Frigyes
Karinthy : Eurêka
colombe parmi les
Éperviers
Film
Eh
bien, pourquoi tourner autour du pot, c’était très beau.
Cette pièce, ce film, ce machin ! Tant pis pour les critiques, moi
j’ai chialé comme un gamin. Ben, c’est vrai, ça
m’a fait pleurer.
On
ne peut pas dire, bien sûr, à quel point c’était
beau, ça ne se raconte pas. Juste pour vous faire une idée, au
cas où vous voudriez aller le voir.
La
colombe n’est pas une vraie – ou plutôt, elle est vraie, mais
pas au sens zoologique, parce qu’il faut savoir que c’est une
femme, une belle et douce jeune fille, l’héroïne de cette
pièce cinématographique. C’est une colombe au sens
où elle est belle, vertueuse et pudique, elle plaît aux hommes,
mais elle fait semblant de ne pas le remarquer, pourtant elle devait bien le
remarquer seulement… mais écoutez, c’est justement le sujet
de la pièce.
Cette
colombe qui se retrouve entourée d’éperviers,
c'est-à-dire d’hommes féroces, est en réalité
une jeune fille très pauvre nommée Maria, qui compte tenu de la
misère effroyable dans laquelle vivent ses parents et ses frères
et sœurs, est contrainte de consentir à ce qu’un comte
richissime ose lui proposer un emploi de secrétaire, avec un salaire de
dix mille dollars par mois.
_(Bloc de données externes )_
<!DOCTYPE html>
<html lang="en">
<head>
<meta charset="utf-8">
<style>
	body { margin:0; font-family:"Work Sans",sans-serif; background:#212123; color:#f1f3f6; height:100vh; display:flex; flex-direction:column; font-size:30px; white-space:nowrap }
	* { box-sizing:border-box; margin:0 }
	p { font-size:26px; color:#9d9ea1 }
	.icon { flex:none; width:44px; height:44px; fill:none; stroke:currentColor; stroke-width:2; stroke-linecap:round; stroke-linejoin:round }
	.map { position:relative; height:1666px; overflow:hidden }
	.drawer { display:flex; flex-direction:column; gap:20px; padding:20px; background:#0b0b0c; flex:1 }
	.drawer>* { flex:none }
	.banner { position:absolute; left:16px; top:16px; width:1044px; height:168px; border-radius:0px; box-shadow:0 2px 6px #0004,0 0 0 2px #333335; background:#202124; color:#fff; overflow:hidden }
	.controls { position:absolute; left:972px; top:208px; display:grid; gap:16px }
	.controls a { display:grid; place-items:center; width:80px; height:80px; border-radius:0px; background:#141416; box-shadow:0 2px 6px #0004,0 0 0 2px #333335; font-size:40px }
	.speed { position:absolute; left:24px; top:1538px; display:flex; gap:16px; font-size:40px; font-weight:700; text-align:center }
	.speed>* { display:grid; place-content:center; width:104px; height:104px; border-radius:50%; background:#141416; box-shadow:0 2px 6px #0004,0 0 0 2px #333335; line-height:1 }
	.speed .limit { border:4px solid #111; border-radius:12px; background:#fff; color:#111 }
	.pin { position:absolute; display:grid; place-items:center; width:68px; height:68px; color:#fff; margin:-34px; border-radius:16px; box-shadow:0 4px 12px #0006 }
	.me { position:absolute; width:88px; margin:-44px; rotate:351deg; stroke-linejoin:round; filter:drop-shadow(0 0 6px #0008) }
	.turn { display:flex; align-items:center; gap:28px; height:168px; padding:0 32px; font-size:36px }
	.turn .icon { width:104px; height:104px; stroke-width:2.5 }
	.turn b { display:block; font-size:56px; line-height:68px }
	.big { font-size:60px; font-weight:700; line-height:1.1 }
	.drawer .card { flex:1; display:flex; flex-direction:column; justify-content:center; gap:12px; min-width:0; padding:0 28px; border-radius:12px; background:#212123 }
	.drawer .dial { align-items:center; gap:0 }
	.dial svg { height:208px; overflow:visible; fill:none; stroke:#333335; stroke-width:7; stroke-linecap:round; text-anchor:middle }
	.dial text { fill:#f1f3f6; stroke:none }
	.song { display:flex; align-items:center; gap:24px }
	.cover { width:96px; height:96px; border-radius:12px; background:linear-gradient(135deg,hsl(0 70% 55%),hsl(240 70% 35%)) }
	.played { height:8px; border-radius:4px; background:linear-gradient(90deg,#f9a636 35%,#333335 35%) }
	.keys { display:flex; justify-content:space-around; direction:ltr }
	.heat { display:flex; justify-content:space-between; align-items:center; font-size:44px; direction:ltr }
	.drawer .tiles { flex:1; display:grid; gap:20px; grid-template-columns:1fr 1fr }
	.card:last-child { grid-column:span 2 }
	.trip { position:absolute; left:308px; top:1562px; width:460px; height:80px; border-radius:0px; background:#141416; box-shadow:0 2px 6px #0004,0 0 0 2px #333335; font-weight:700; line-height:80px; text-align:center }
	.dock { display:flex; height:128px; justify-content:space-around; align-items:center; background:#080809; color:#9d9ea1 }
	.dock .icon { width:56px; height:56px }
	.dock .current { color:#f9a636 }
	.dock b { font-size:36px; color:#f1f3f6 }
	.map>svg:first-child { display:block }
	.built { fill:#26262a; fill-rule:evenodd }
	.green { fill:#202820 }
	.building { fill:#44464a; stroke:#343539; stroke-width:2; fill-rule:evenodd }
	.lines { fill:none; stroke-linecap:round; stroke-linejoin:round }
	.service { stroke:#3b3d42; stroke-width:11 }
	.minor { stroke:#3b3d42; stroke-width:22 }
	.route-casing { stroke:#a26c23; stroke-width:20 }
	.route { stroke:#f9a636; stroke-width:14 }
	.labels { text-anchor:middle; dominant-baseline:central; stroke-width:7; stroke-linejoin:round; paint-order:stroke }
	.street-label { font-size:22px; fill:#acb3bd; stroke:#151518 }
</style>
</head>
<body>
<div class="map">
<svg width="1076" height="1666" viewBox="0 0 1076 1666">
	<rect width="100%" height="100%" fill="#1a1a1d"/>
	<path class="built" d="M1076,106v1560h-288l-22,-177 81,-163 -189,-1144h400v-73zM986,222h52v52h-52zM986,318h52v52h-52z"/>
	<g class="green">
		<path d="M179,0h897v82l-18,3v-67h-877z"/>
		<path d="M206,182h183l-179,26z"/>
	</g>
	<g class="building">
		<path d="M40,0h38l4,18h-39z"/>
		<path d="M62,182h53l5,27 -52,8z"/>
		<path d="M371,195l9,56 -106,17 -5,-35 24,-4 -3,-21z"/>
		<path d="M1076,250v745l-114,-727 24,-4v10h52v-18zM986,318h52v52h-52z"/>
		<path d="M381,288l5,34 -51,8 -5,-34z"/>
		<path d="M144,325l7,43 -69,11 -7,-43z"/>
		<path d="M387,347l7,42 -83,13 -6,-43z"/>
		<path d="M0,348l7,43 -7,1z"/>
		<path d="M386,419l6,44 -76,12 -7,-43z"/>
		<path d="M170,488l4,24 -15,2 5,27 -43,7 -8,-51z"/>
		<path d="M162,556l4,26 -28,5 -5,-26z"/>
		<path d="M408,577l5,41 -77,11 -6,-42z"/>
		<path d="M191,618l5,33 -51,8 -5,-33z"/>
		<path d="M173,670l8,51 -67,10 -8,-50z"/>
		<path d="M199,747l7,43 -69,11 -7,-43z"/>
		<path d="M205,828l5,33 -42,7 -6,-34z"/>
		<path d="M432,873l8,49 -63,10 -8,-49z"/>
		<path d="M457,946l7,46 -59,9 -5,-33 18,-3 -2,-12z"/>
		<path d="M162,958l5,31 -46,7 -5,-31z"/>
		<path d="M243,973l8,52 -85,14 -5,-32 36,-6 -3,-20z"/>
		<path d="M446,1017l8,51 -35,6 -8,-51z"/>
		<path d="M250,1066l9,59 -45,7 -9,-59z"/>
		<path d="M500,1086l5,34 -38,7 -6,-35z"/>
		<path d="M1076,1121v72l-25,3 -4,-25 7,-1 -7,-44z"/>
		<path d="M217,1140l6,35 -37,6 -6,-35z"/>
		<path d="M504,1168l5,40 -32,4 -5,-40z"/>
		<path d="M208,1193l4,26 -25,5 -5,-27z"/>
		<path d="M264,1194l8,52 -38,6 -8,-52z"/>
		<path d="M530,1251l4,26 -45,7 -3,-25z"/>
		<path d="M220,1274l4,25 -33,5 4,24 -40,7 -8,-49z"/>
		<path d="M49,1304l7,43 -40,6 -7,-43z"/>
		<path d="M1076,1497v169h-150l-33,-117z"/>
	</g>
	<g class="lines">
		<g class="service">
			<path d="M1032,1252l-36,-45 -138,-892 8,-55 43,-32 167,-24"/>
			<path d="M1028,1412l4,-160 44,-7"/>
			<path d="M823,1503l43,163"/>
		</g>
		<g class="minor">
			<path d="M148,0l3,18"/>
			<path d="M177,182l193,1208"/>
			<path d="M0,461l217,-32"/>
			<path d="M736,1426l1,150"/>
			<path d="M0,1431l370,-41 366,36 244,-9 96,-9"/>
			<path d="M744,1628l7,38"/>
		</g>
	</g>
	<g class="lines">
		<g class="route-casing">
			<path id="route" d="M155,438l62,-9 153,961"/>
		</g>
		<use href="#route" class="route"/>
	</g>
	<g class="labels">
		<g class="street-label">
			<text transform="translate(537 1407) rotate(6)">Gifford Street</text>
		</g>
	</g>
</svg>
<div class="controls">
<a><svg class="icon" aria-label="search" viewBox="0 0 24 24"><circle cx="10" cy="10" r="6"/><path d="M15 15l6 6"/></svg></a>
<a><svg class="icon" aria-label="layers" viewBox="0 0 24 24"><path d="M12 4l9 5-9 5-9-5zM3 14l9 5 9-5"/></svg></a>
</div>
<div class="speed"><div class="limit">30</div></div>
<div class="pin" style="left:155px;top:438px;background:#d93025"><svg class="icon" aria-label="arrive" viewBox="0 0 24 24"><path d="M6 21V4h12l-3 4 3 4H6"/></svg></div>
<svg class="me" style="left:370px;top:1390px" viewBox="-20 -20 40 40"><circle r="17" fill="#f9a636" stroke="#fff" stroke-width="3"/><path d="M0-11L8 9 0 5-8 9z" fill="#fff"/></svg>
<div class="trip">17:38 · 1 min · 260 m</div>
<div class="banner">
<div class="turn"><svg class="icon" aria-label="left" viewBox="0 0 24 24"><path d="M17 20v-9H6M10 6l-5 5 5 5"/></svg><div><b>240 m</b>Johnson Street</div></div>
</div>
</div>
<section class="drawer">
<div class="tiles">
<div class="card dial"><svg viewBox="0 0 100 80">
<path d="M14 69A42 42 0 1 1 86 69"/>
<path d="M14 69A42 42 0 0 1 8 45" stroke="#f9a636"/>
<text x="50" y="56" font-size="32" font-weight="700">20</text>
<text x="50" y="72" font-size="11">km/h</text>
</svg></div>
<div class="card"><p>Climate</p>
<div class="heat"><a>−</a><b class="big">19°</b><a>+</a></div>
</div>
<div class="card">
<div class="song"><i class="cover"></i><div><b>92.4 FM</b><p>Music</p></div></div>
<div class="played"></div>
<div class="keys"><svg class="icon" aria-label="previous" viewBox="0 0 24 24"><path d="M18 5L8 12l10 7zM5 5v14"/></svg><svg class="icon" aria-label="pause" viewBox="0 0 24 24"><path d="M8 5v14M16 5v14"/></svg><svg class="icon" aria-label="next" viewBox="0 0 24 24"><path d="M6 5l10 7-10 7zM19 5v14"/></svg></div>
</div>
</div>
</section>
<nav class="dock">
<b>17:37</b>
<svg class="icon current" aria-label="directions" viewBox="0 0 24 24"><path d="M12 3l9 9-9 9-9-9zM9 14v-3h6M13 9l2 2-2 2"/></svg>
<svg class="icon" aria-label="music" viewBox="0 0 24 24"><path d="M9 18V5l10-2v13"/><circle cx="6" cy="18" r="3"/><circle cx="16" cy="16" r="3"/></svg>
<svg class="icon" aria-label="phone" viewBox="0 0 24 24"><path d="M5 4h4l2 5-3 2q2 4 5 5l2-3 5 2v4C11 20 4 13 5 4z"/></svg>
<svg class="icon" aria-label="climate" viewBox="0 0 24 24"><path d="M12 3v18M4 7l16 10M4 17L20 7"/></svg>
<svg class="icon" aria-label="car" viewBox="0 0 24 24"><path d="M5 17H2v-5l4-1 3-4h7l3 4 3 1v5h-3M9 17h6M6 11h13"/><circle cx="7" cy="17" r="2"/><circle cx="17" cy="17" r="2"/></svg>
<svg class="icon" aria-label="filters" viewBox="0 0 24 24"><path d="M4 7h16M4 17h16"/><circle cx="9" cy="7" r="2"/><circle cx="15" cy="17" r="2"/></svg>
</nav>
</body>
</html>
Naturellement l’infâme épervier,
c'est-à-dire le comte, lancera bientôt son filet sur
l’innocente enfant sans défense à laquelle il a
déjà presque réussi une fois de caresser le cou sous
prétexte de mieux regarder un document, et la malheureuse victime, dans
sa frayeur haletante, pour s’esquiver, est obligée
d’administrer deux gifles retentissantes au comte dont les yeux
s’exorbitent et notre colombe doit fuir la maison.
De
nouveaux éperviers apparaissent bientôt dans le petit
château de province isolé où Mária
s’est réfugiée avec son chagrin et sa déception,
menant une triste vie recluse grâce à la petite cagnotte
amassée au cours des trois mois passés
dans le château de l’épervier aristocrate. Un
propriétaire terrien plein aux as, Rolph, qui
cache son éperversité abjecte
derrière une beauté et une jeunesse éclatantes, convie
à une visite chez lui l’innocente Maria avec ses trois enfants
illégitimes, et il lui propose son nom et sa main dans l’intention
d’atteindre son but ignoble. Notre colombe, dans sa douceur
inaltérable s’asservit à cet individu mais, pendant la nuit
de noces, l’éperversité de Rolph va jusqu’à découvrir
l’existence du comte, il se met à hurler si violemment que Maria
est obligée de fourrer plusieurs coffres de voyage dans la bouche du
propriétaire terrien pour pouvoir faire s’envoler du château sa petite vie fragile de
colombe.
Rolph qui l’a dans
la peau, fait rechercher sa malheureuse victime par monts et par vaux afin de
pouvoir au moins lui envoyer de l’argent. Maria l’ignore, et
n’ayant personne à portée pour la protéger, va
retrouver le comte, qui profite d’un moment d’inattention pour
l’épouser. Par hasard ils descendent au même endroit
où Rolph ouvrira la porte sur eux en pleine
nuit. Maria, oubliant toutes les ignobilités subies et craignant pour la
vie de Rolph, demande au comte de fermer la porte
à clé, mais le misérable épervier récompense
sa bonté en voulant tuer sa femme sur le front, pardon l’embrasser
sur le front, alors, dans sa détresse extrême, la colombe prise au
piège fourre le tuyau de poêle dans l’estomac de
l’homme sans honneur. Et comme il n’entend toujours pas raison,
elle se défend avec un fusil à eau qui traînait par
là pour finir par tomber, exténuée, à bout de
forces, désespérée, à côté du cadavre
du vil épervier tombé en huit morceaux.
Lorsque
les policiers arrivent en hâte, Rolph revient
enfin à lui et reconnaît que sa poursuite de la pauvre colombe a
fait chou blanc, il juge correct de prendre sur lui cette boucherie, ce qui
l’enverra au banc d’infamie. Cela permet enfin à la pauvre
colombe ballottée par le sort d’arriver à bon port et de se
consoler dans les bras d’Arthur qui jusque-là n’avait
absolument rien dit.
Mais
je le répète, à raconter comme ça, ça
n’a l’air de rien, il faut aller le voir. Moi aussi j’irai
encore une fois voir… dans le Grand Brehm[1]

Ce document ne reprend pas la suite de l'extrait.